When capital costs are added, the national average rose to $559 per prisoner.

Another study found that by 2030, overall costs would blow out to $7 billion. Both reports noted that while crime rates were falling, incarceration rates were going up.

Less crime, more prisoners

The most recent data show a decline in the overall crime rate of 18% in a decade:

But the prison population increased by 36% over the same period:

The result is that prisons are ever more overcrowded, rehabilitation becomes increasingly impossible, treatment for physical and mental health more and more inadequate, and addiction programs increasingly stretched or absent. Indirect costs – to prisoners’ future prospects, the welfare of their families, and the costs to the community of the failure to deter and avoid crime – are all becoming needlessly worse.

Prison is supposed to deter crime, but 60% of people charged by police have been in gaol before.

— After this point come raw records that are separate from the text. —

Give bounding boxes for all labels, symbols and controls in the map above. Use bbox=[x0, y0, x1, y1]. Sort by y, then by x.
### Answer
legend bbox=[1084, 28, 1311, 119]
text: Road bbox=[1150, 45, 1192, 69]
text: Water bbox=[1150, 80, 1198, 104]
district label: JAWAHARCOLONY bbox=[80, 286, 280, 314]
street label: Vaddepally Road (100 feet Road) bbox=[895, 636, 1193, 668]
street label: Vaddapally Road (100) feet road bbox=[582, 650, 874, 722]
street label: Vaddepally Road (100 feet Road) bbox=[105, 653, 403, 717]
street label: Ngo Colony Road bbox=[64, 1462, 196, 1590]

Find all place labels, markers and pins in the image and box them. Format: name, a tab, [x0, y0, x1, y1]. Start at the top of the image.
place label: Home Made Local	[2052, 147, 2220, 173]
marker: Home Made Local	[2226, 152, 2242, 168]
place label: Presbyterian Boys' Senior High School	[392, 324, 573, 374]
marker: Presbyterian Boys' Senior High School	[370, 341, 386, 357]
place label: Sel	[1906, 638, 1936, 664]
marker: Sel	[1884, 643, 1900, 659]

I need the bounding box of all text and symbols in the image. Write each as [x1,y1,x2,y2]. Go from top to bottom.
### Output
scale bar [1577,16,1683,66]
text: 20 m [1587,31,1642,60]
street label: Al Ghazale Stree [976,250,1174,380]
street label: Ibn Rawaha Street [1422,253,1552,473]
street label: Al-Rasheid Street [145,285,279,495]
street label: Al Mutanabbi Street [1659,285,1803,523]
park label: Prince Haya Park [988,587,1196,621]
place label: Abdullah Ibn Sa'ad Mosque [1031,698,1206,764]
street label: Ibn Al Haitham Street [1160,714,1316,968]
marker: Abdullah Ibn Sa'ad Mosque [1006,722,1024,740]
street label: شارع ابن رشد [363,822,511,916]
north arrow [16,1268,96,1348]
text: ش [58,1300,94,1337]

Not everyone charged goes to gaol. That explains the low numbers for public order offences – such as disorderly conduct, obscene exposure, violent disorder, carrying a knife.

“The recidivism rate for drug offences – 45.8% – is a reflection of the failure of the war on drugs,” says criminal defence barrister Greg Barns. “Theft is a reflection partly of poverty but partly related to drug offending.

“If you look at all of these figures, 60% have been in prison before. That’s six out of ten people are coming back into the prison system.”

Most have been in gaol more than once before, and 30.5% at least five times before.

There is no serious disagreement that there are some seriously violent, dangerous people who must be imprisoned because they are a danger to the community. But most of those who are locked up represent no evident danger, and could be dealt with more effectively and more cheaply by other methods.

“Recidivism is a reflection of the failure of the prison system in terms of reform,” says Greg Barns. “Most people in prison don’t need to be there. People who commit theft are non-violent offenders and simply don’t need to be within the prison system. Nor do many people who’ve committed drug offences.”

Recidivism is also costly. The Productivity Commission paper found: “the annual fiscal cost of imprisonment attributable to recidivism is about $3.1 billion nationally, which accounts for between half and three quarters of the operating costs across jurisdictions.”

Rates of three of four common offences have fallen sharply in the past 10 to 15 years. This chart shows the rates of police charges for drug offences in 2021-22 declined from their peak by 44%, public order offences by 61% and theft by 62%.

With the exception of assault, all of these offences have been in sharp decline over the past ten years. But the desire by policy-makers to increase penalties and lock more people up is unabated. No matter how much it costs, how much human damage it inflicts, and how much avoidable crime it generates, ‘tough-on-crime’ policies still get votes.

Most of the improvement in the treatment of non-violent offenders – and drug users in particular – is due to changes in the way police and courts deal with them. Low-level offenders are much more likely to be warned, issued with a fine, given suspended sentences or sent into diversionary programs, rather than being imprisoned. The law – and the political leaders who make those laws – are moving in the opposite direction.

Police, judges and magistrates have little influence over the provision of rehabilitation among those who are given custodial sentences. Politicians will have to do that, but they’re not.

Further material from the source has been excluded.